> _Exercise prompt_
Reproduce only the lines from the line containing "Instruction: Convert this" to the end of the entries below, including both of those lines.

> _Collected data_

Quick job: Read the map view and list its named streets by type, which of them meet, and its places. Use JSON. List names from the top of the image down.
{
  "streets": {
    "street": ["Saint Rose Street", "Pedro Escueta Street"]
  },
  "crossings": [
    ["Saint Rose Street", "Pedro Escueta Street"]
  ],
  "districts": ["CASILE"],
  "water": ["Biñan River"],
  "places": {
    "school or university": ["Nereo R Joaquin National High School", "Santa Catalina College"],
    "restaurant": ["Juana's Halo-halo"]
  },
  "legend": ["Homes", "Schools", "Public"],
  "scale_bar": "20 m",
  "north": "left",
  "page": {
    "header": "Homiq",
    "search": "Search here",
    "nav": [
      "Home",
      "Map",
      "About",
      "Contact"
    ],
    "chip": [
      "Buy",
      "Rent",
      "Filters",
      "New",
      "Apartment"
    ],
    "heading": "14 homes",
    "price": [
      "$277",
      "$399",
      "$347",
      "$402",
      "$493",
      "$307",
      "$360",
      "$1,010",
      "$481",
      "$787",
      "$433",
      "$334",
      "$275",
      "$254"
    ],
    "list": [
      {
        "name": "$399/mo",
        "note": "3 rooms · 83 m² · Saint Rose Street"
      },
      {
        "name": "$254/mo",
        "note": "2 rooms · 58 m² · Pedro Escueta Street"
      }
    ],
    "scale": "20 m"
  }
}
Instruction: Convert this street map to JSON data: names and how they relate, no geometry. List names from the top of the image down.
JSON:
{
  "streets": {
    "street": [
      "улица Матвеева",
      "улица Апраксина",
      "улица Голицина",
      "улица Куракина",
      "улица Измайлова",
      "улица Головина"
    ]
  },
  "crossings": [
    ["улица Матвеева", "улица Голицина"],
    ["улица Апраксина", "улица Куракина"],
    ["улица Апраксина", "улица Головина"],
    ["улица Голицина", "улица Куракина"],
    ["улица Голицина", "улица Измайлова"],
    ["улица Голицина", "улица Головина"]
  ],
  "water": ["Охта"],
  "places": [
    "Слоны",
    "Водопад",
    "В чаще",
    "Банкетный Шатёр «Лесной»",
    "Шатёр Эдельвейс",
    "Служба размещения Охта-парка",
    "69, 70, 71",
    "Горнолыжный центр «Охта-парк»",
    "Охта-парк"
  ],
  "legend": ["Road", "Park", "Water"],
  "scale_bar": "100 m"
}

> _Solution_
Instruction: Convert this street map to JSON data: names and how they relate, no geometry. List names from the top of the image down.
JSON:
{
  "streets": {
    "street": [
      "улица Матвеева",
      "улица Апраксина",
      "улица Голицина",
      "улица Куракина",
      "улица Измайлова",
      "улица Головина"
    ]
  },
  "crossings": [
    ["улица Матвеева", "улица Голицина"],
    ["улица Апраксина", "улица Куракина"],
    ["улица Апраксина", "улица Головина"],
    ["улица Голицина", "улица Куракина"],
    ["улица Голицина", "улица Измайлова"],
    ["улица Голицина", "улица Головина"]
  ],
  "water": ["Охта"],
  "places": [
    "Слоны",
    "Водопад",
    "В чаще",
    "Банкетный Шатёр «Лесной»",
    "Шатёр Эдельвейс",
    "Служба размещения Охта-парка",
    "69, 70, 71",
    "Горнолыжный центр «Охта-парк»",
    "Охта-парк"
  ],
  "legend": ["Road", "Park", "Water"],
  "scale_bar": "100 m"
}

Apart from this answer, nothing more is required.